The former Additional District and Sessions Judge (ADJ) who had levelled sexual harassment allegations against
Madhya Pradesh High Court judge, Justice S.K. Gangele back in 2014 cannot be reinstated, Madhya Pradesh High Court has reportedly told the Supreme Court.
According to a PTI report, the Registrar General of the High Court has submitted that the woman’s petition is not maintainable as her allegations have already been rejected by two separate inquiry committees. They have further contended that she cannot be allowed to withdraw her resignation when the high court had not compelled her to tender it in the first place.
The submissions were made last week, before a bench comprising Justice AK Sikri and Justice S. Abdul Nazeer, which directed the State to file its response and posted the matter for final disposal after two weeks.
The ADJ had alleged sexual harassment by Justice Gangele in 2014 and had filed a detailed complaint with then Chief Justice of India, R.M. Lodha, and senior judges of the Apex Court after resigning from her post.
three-member judicial committee headed by Justice Vikramajit Sen was then set up in April 2015 by Rajya Sabha Chairman Hamid Ansari to look into the allegations. Thereafter, with Justice Sen’s retirement, Justice Ranjan Gogoi was appointed as the head of the panel in February 2016. However, soon after, Justice Gogoi had recused himself from the probe, leading to the appointment of Justice R.F. Nariman as the committee’s head.
After such changes, the final panel, comprising Justice R. Banumathi, Justice Manjula Chellur and Senior Advocate KK Venugopal had, in December 2017, found that the charges were “not proved”, and had termed Justice Gangele’s conduct to be a part of routine district administration/ exercise of supervisory power by the high court.

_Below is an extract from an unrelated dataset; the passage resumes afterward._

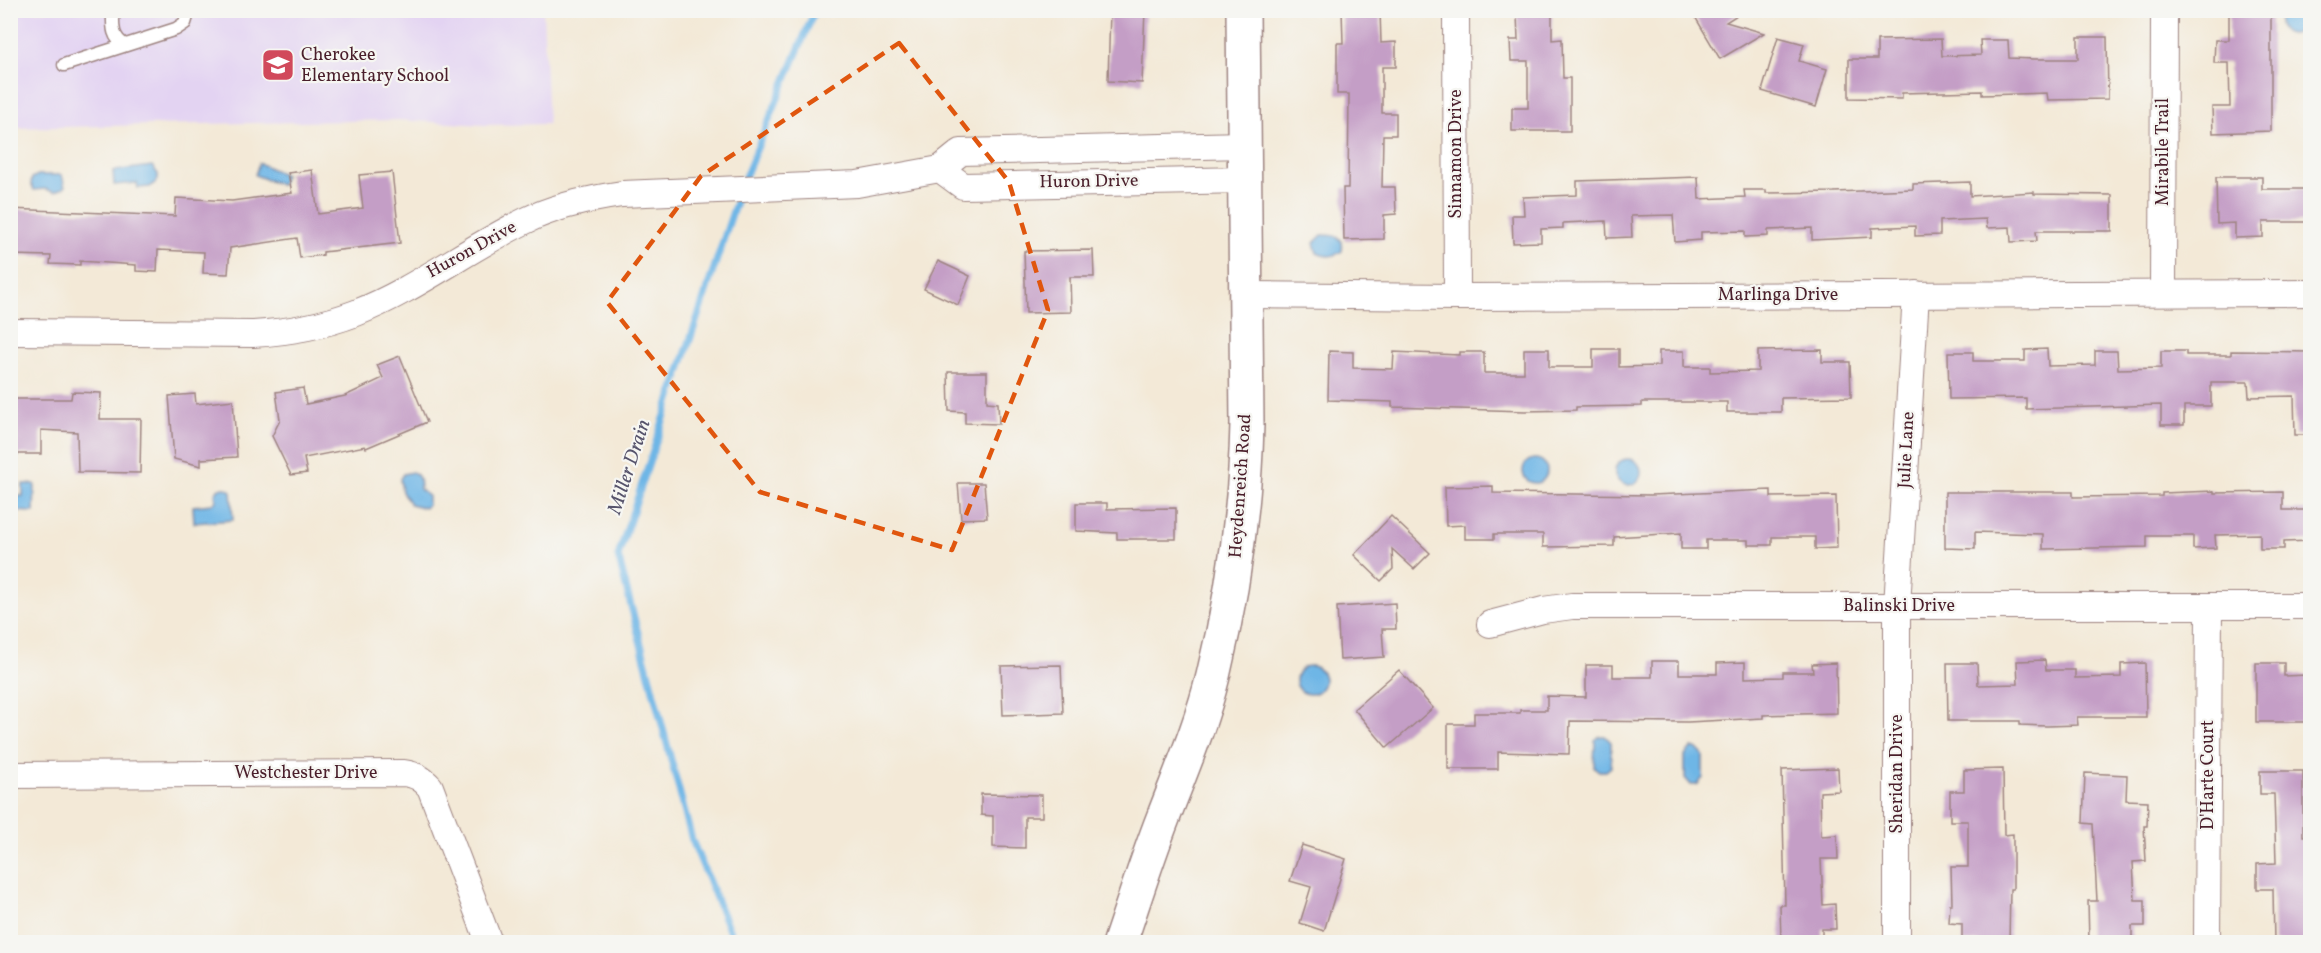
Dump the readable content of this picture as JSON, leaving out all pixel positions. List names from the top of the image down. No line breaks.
{"streets":{"street":["Mirabile Trail","Sinnamon Drive","Huron Drive","Marlinga Drive","Julie Lane","Heydenreich Road","Balinski Drive","Westchester Drive","Sheridan Drive","D'Harte Court"]},"crossings":[["Mirabile Trail","Marlinga Drive"],["Sinnamon Drive","Marlinga Drive"],["Huron Drive","Heydenreich Road"],["Marlinga Drive","Julie Lane"],["Marlinga Drive","Heydenreich Road"],["Julie Lane","Balinski Drive"],["Julie Lane","Sheridan Drive"],["Balinski Drive","Sheridan Drive"],["Balinski Drive","D'Harte Court"]],"water":["Miller Drain"],"places":{"school or university":["Cherokee Elementary School"]}}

It had however concluded that the complainant ADJ was a good officer who fell victim to wrong impressions and that the MP High Court showed lack of human face in transferring her mid-term.
Since the complainant lady judicial officer was also forced to resign after her transfer to a remote naxal-affected location at a time when her daughter was to sit for Board examination, the committee was of the view that she should be reinstated if she is interested in joining back the service. It had, however, hastened to add that giving such a direction is not within its purview.
She has now approached the Supreme Court, demanding her reinstatement. The ADJ has alleged that her resignation amounted to an act of “constructive termination”, claiming that she was in fact forced to put in her papers as a consequence of her being unlawfully and in a mala fide manner transferred to a conflict area for not bowing to the immoral demands put forth by her superior.